Pero donde de verdad está el filón es en los defensas del Castilla 25/26, porque ahí Bordalás hace magia. Y este año el filial va cargado: Víctor Valdepeñas, Joan Martínez, Diego Aguado, Lamini Fati y Mario Rivas como centrales; y en los laterales Jesús Fortea y David Jiménez. Todos perfiles jóvenes, fuertes, rápidos, con margen de mejora y con necesidad de un entorno donde cada balón sea vida o muerte. El Getafe podría elegir dos o tres de esta lista, los que más encajen con su idea, y llevárselos cedidos para convertirlos en jugadores de Primera en un año. Y si quieren completar la mezcla con talento ofensivo, ahí están Manuel Ángel, César Palacios, Cristian Perea, Jorge Cestero, Hugo de Llanos o Daniel Yáñez, que en un equipo de transiciones e intensidad pueden romperla.
Todo esto, por supuesto, con cláusula del miedo.

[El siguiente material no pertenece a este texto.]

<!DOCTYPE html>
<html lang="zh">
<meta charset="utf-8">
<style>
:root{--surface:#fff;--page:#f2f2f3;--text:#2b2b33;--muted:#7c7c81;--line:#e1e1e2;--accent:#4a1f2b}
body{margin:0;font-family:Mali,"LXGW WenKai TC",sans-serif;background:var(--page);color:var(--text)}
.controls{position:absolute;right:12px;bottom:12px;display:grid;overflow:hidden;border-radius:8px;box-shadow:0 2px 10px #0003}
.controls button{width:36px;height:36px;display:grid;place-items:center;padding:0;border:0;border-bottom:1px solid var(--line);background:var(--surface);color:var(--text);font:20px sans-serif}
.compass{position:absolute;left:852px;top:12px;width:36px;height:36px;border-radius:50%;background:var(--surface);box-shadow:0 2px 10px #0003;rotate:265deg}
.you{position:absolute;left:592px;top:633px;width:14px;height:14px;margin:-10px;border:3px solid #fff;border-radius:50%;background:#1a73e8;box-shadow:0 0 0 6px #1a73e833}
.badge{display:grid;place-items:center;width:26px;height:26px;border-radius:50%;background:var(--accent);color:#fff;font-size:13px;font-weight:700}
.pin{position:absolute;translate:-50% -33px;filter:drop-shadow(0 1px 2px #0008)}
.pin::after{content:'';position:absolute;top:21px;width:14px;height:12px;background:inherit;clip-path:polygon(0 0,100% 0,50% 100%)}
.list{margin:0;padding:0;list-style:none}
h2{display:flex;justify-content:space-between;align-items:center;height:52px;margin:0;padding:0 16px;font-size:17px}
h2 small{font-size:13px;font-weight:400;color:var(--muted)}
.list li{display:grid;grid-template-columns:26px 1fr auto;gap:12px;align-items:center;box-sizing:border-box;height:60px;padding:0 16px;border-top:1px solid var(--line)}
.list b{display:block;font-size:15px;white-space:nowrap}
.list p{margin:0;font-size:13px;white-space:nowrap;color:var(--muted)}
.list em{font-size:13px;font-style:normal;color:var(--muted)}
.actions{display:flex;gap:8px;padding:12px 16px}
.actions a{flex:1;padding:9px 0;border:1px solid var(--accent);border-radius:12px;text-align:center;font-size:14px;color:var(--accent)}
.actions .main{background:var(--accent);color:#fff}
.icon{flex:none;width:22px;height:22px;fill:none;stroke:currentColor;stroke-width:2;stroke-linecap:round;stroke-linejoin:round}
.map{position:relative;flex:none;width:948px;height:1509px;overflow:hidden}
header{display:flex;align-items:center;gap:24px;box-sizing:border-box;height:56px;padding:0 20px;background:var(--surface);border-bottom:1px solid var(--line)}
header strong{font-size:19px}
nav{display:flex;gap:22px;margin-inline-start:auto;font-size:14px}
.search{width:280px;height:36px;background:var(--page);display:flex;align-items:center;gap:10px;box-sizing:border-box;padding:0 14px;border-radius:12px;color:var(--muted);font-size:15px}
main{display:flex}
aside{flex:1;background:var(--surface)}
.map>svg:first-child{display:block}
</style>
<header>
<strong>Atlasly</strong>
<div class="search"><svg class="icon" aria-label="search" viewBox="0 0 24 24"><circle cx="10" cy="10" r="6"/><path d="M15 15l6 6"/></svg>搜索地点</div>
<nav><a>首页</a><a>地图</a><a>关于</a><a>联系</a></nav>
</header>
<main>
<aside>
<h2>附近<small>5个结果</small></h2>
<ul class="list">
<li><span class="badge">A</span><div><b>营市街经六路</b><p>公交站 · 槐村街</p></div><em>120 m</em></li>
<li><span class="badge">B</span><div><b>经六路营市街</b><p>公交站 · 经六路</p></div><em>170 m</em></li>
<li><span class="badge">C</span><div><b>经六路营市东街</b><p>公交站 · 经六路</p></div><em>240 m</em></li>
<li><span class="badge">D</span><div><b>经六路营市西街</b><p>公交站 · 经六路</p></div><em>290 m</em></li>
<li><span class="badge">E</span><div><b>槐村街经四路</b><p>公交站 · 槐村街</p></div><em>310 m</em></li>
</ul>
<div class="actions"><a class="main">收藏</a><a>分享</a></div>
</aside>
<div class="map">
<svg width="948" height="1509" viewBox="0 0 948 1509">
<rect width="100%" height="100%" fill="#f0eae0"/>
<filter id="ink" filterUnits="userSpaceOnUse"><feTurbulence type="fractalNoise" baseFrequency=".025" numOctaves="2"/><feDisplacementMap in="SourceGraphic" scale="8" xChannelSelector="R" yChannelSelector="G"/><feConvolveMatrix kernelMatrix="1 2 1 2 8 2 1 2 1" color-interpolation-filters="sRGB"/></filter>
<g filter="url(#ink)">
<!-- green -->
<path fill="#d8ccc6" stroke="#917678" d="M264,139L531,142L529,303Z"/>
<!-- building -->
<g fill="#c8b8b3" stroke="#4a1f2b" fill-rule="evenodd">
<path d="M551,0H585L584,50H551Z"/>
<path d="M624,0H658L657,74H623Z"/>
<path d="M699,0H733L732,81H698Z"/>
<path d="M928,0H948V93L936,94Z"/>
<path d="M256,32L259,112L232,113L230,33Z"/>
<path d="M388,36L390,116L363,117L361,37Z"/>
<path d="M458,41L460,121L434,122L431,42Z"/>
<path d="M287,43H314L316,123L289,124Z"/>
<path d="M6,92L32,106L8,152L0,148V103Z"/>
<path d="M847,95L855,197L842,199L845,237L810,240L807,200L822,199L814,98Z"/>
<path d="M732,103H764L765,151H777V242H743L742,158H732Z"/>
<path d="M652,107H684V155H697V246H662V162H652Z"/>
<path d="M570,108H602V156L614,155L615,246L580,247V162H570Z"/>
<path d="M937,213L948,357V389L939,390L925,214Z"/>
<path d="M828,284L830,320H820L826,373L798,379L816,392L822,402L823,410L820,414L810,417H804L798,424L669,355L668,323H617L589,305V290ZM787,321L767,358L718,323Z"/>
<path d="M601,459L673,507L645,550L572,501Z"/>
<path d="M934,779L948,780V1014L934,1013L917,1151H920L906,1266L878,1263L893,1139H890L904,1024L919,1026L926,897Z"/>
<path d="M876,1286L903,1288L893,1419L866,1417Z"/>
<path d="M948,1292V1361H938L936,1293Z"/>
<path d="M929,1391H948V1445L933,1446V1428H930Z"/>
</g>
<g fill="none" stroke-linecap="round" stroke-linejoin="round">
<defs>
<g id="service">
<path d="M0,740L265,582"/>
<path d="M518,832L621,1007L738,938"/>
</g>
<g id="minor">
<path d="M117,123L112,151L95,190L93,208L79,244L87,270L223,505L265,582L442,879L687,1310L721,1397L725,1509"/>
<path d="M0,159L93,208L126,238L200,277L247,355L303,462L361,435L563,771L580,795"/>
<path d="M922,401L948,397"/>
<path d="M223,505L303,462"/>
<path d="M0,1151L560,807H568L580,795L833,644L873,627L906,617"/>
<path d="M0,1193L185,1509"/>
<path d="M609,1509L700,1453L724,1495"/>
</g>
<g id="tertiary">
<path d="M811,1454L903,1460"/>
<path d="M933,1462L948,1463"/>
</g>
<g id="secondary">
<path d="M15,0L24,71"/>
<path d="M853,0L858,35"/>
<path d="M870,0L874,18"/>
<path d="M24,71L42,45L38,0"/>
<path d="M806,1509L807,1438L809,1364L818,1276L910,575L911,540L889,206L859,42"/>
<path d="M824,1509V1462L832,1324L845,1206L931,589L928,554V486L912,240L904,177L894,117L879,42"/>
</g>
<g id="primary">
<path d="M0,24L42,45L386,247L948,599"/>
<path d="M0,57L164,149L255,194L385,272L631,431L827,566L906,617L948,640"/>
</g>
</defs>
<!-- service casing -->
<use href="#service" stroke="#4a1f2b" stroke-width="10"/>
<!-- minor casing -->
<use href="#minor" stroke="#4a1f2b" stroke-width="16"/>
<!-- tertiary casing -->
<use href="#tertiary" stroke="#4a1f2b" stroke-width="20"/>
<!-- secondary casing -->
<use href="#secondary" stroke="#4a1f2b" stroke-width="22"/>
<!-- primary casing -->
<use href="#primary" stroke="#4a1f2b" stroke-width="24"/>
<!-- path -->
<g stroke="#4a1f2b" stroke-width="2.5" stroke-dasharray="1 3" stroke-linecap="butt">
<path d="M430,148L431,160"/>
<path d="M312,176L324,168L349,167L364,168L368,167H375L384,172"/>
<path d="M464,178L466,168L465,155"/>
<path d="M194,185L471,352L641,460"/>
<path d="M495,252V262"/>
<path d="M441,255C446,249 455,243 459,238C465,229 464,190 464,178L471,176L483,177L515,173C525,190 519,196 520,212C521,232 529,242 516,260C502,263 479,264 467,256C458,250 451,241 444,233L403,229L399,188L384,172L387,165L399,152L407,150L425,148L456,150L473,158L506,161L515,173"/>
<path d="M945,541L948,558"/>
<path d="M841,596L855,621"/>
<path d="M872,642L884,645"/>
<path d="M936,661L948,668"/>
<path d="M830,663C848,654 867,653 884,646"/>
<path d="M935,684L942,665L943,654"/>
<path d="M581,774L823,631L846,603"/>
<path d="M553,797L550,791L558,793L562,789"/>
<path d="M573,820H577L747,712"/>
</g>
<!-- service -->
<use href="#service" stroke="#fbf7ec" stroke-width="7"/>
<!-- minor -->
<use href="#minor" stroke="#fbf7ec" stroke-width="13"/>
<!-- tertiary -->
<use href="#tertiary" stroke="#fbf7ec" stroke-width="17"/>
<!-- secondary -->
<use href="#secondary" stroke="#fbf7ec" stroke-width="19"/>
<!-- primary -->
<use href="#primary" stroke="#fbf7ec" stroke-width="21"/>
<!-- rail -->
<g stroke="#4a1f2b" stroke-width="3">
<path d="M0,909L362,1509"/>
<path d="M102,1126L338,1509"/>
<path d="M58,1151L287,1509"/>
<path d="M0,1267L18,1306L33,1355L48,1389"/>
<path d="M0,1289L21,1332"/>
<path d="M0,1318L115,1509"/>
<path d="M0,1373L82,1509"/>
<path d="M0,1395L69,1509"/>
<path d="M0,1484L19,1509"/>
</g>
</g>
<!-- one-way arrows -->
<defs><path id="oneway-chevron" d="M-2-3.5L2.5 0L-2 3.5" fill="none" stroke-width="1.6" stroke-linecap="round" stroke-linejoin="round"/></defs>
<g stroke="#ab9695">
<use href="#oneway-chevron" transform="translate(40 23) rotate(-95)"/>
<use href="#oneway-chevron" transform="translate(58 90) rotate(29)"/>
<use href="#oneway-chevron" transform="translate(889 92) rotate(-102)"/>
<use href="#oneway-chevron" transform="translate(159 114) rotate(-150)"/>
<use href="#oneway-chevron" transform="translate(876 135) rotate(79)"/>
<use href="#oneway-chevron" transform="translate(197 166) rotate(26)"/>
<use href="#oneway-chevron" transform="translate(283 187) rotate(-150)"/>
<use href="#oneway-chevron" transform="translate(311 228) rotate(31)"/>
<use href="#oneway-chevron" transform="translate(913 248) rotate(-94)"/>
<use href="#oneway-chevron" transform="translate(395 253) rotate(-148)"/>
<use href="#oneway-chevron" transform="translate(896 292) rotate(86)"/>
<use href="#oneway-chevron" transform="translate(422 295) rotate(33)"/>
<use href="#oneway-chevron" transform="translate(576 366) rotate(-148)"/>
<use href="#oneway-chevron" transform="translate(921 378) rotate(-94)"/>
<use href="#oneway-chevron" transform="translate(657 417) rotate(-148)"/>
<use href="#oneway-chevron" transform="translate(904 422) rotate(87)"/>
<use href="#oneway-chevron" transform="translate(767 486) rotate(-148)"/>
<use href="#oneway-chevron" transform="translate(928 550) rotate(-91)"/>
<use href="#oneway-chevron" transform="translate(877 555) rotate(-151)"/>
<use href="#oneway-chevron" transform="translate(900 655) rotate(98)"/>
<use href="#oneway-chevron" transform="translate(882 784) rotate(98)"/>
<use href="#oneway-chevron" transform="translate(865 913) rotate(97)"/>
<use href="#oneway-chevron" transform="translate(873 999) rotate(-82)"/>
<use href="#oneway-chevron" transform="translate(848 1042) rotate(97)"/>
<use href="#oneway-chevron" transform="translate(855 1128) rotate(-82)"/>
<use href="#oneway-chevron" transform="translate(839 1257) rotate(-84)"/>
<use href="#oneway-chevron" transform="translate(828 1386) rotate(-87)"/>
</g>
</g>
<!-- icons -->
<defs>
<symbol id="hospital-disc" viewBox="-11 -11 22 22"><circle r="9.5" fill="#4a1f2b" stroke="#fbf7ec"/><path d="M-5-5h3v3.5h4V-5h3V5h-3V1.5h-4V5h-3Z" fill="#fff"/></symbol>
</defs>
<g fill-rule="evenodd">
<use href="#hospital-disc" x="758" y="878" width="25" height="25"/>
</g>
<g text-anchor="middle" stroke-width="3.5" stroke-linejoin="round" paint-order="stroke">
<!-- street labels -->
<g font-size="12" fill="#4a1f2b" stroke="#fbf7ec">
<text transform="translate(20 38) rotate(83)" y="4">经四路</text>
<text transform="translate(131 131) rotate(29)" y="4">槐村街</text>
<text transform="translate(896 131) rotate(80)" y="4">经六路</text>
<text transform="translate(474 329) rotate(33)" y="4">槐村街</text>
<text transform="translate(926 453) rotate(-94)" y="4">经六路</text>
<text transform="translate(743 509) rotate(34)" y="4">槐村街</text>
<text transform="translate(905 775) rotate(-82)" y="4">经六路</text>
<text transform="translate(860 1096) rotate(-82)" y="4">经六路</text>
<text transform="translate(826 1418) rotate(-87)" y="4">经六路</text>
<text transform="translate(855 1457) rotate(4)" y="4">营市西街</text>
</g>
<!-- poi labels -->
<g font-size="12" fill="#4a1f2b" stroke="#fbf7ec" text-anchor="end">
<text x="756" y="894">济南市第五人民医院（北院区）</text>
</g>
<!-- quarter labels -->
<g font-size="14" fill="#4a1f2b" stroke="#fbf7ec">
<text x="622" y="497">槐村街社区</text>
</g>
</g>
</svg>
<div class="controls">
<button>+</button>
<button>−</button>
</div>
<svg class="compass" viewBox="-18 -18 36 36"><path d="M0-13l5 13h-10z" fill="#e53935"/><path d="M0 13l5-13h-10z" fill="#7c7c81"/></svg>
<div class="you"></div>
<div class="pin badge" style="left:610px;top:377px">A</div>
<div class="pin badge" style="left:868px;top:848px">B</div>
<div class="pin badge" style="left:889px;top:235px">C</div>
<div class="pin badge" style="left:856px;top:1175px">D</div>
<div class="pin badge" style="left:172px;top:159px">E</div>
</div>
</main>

Que jueguen todo lo que quieran, que se fogueen, que crezcan, que se equivoquen, que aprendan… pero contra nosotros, ni un minuto. Esto es de primero de madridismo. Bordalás no es un entrenador defensivo, es un entrenador formativo: enseña a competir, a sufrir, a ganar duelos, a no desconectar, a jugar con intensidad adulta y a sobrevivir en Primera. Si quieres que un central joven llegue al Madrid preparado, lo mandas un año con él. Y si encima lo haces en un club amigo, europeo, cercano y con un presidente madridista, es que no hay ni que pensarlo.
Florentino dijo una vez que el Madrid necesita un Barça fuerte. En 2026, con el Getafe en Europa y con la oportunidad de formar a media generación de canteranos, la frase correcta es otra: el Madrid necesita un Getafe fuerte. Porque un Getafe fuerte te forma jugadores, te sube el nivel competitivo de la liga, te sirve de socio estratégico y te devuelve futbolistas listos para vestir la camiseta del Madrid sin temblar.